Potrebbe essere la Consulta a intervenire nuovamente sui diritti dei bambini nati da coppie omogenitoriali. La prima udienza a Padova per le impugnazioni da parte della procura dei certificati di nascita dei figli di due donne, ha visto la richiesta da parte dei legali delle famiglie di sollevare conflitto davanti alla Corte costituzionale. “È andata molto bene. Ci ha colpito che i giudici ci hanno ascoltato con molto interesse, al di là della posizione della Procura. La questione dell’inammissibilità di queste procedure è sembrata convincente – spiega l’avvocata Susanna Lollini, che difende due delle mamme di Padova – . La Procura ha cambiato posizione e ha aderito alla questione di incostituzionalità, sollevata da noi avvocati di tutte le coppie di madri, ritenendo opportuno che la Consulta torni ad esaminarsi la questione”.

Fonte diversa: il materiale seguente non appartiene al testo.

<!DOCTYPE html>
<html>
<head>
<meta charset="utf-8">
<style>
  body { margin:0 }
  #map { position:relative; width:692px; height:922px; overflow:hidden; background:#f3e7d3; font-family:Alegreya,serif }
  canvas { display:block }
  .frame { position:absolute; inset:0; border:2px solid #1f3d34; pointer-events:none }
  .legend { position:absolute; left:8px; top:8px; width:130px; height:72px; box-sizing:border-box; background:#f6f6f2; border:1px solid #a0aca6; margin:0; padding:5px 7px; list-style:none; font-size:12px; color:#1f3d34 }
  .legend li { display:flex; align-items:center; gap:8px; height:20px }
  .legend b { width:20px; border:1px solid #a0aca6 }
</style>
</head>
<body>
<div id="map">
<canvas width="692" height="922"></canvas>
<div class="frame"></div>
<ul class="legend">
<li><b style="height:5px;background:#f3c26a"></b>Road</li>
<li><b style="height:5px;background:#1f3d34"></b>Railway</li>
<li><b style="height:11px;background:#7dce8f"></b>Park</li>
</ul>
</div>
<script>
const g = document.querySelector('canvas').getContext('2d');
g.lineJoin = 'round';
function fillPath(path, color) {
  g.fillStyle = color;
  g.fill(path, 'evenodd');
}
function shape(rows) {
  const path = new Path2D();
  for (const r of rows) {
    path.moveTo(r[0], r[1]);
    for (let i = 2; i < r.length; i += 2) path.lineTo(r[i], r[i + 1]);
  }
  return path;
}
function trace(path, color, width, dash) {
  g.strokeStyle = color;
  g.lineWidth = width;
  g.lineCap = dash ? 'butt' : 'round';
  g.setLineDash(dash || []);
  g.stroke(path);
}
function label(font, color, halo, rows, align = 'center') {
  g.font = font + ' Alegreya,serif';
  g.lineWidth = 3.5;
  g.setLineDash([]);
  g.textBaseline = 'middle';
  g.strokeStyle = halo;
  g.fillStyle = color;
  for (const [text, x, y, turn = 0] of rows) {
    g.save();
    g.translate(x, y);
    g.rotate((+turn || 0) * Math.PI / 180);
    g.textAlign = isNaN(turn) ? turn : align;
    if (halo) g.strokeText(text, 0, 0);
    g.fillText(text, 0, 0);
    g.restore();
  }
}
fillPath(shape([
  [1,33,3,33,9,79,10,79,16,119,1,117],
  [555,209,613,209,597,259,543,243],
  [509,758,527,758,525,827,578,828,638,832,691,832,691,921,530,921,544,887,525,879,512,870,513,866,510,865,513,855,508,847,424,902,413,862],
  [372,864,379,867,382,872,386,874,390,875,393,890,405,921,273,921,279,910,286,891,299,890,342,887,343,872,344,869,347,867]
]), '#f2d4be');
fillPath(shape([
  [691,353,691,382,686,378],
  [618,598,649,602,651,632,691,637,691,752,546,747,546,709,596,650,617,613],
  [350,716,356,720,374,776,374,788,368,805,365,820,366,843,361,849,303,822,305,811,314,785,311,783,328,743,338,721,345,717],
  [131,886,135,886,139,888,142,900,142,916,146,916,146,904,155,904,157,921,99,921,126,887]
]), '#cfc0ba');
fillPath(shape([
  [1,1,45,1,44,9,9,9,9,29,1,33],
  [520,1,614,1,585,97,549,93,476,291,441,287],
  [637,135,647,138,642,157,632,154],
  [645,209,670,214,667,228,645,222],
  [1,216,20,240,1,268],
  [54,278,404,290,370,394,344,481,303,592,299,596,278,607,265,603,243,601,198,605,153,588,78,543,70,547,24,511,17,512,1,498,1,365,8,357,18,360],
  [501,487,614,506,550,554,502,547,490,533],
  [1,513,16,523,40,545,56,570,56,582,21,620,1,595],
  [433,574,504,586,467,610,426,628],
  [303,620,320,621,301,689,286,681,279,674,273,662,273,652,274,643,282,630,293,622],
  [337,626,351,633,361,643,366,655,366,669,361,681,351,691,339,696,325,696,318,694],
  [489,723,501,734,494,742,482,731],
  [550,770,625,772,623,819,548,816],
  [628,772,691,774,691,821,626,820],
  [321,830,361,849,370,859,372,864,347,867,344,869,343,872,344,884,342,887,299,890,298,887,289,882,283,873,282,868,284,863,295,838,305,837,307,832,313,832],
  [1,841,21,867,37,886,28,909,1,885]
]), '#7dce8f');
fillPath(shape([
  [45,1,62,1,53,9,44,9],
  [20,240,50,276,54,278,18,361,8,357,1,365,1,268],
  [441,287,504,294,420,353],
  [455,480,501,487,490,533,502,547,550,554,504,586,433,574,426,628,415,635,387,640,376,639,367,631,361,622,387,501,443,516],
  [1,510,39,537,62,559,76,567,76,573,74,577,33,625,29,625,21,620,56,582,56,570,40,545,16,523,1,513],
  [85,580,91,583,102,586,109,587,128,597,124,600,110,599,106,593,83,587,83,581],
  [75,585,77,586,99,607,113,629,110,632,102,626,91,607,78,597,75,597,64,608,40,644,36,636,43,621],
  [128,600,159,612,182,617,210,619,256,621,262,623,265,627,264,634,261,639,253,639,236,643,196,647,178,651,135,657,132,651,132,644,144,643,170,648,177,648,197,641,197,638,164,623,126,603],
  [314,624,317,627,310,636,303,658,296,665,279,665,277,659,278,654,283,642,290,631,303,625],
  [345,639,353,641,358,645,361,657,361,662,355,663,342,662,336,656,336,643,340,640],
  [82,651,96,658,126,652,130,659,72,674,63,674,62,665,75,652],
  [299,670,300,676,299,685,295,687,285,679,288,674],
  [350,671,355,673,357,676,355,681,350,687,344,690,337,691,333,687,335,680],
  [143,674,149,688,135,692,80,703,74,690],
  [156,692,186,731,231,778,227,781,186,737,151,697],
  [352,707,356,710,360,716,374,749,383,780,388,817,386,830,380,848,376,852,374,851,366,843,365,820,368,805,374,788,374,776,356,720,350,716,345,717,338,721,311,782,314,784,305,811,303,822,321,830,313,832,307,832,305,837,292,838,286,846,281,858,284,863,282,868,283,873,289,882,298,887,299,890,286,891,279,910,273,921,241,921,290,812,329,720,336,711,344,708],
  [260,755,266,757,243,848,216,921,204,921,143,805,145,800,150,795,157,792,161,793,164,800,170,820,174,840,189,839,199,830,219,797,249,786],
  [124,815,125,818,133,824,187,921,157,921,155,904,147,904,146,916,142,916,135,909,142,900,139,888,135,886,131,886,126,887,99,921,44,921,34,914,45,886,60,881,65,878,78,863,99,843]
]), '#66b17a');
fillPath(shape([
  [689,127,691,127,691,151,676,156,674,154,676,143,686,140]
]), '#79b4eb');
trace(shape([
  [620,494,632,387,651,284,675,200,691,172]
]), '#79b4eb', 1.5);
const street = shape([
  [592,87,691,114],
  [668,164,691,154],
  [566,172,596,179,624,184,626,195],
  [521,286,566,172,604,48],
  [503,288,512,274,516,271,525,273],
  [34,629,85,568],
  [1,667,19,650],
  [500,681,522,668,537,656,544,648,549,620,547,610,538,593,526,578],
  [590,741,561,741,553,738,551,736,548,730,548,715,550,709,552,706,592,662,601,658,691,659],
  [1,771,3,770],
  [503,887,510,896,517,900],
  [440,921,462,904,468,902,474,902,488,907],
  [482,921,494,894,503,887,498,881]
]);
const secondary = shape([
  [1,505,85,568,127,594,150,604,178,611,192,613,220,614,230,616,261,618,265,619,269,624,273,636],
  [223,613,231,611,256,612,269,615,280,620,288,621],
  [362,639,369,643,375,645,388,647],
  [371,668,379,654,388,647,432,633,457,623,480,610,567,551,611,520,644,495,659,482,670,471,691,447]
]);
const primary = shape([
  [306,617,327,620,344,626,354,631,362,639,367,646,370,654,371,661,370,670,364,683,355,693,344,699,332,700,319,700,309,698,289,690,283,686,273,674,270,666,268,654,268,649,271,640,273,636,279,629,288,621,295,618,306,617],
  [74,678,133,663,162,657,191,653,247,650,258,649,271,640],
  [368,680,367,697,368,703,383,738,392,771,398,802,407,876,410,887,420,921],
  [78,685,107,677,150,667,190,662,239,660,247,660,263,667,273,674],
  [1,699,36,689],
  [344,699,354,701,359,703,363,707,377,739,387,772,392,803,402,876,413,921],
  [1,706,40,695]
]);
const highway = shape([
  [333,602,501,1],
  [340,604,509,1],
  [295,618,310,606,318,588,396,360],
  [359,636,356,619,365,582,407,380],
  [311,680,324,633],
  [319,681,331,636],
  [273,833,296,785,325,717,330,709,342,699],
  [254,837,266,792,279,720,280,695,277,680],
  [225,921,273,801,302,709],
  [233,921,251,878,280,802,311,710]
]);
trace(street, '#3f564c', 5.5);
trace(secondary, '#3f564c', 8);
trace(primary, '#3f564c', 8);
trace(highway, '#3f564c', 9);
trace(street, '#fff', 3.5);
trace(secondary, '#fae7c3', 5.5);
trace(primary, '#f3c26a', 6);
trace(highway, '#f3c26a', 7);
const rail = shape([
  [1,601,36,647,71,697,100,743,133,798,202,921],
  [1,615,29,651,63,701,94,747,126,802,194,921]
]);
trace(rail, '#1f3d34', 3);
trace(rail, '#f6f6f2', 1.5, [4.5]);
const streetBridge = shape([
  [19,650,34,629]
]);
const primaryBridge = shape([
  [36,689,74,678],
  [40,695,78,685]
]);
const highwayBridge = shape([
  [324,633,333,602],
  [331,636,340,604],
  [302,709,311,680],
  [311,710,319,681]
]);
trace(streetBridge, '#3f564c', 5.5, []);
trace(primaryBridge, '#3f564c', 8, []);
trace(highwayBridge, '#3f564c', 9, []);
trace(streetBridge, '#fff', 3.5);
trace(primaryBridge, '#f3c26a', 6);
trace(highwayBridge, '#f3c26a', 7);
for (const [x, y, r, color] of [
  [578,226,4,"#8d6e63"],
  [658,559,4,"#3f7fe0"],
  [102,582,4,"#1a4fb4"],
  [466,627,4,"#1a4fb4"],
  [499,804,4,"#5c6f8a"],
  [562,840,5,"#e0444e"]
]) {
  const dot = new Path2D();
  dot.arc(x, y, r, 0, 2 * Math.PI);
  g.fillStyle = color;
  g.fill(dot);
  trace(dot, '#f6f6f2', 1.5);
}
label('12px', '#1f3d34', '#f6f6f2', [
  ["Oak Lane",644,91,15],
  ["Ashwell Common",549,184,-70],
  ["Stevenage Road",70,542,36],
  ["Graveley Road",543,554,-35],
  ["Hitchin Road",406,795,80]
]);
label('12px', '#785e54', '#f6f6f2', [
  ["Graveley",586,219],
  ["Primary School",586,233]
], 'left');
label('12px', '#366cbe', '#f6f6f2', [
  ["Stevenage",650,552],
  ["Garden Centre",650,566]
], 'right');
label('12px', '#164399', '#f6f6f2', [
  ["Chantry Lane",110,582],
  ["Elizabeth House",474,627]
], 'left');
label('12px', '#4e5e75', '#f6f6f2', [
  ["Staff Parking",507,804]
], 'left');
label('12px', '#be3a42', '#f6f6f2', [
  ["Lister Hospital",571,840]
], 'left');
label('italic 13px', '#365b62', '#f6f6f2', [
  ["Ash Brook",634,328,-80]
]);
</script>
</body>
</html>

I pm, lo scorso giugno, avevano impugnato tutte i certificati registrati dal 2017 a oggi dopo una circolare del ministero dell’Interno che recepiva una sentenza a sezioni Unite della Cassazione che in realtà aveva giudicato il caso di due papà che avevano fatto ricorso alla gestazione per altri, che è attualmente vietata in Italia. La Corte Costituzionale, ha spiegato Lollini, potrebbe decidere questa volta di intervenire, visto il monito della sentenza 32 del 2021, rimasto inascoltato”. La decisione spetterà poi al Tribunale civile, “ma – ha aggiunto la legale – il fatto che la Procura abbia aderito a sollevare la questione di costituzionalità è rilevante, anche per il Tribunale”. “Io ho anche insistito molto sulla inammissibilità di questi procedimenti – ha detto Lollini – perché se il Tribunale dovesse ritenere che queste procedure sono tutte inammissibili, Consulta o non Consulta, potrebbe decidere che la questione si chiude qui“. Davanti al Tribunale c’è stato un presidio delle famiglie per sostenere il diritto di questi piccoli di non perdere un genitore che chiamano mamma anche da 6 anni.

Le sentenze della Consulta e quella della Cassazione – La Consulta nel 2021, in realtà, si è espressa due volte. Con la sentenze 32 e 33. I giudici costituzionali avevano fatto appello al Parlamento perché riconoscessero quanto prima i diritti dei figli delle coppie dello stesso sesso, anche introducendo nuove forme di adozione che garantiscano “tempestivamente la pienezza dei diritti dei nati”. “Questa Corte non può’ esimersi dall’affermare che non sarebbe più tollerabile il protrarsi dell’inerzia legislativa, tanto è grave il vuoto di tutela del preminente interesse del minore”, scriveva la giudice Silvana Sciarra, all’epoca non ancora presidente.

È “indifferibile” da parte del legislatore individuare delle “soluzioni in grado di porre rimedio all’attuale situazione di insufficiente tutela degli interessi del minore“, la riflessione presente nell’altra sentenza (la numero 33) redatta dal giudice Francesco Viganò . Con queste due pronunce la Consulta dichiarò inammissibili le questioni sollevate in relazione alla legge 40 sulla fecondazione assistita dal tribunale di Padova e dalla Corte di Cassazione, per “cedere doverosamente il passo alla discrezionalità del legislatore”, di “fronte al ventaglio delle opzioni possibili, tutte compatibili con la Costituzione e tutte implicanti interventi su materie di grande complessità sistematica”. Ma quel monito a distanza di due anni e mezzo è rimasto totalmente inascoltato. Al centro di una delle due pronunce c’era il caso del figlio di due papà nato all’estero da maternità surrogata che poi aveva portato a esprimersi la Cassazione a sezioni unite, si stabiliva che soltanto il padre biologico, quello che ha donato il seme in una maternità surrogata, può essere registrato all’anagrafe come genitore perché la maternità surrogata in Italia è vietata. Toccherà ora al Tribunale di Padova decidere se rivolgersi alla Consulta oppure procedere come nelle proprie prerogative.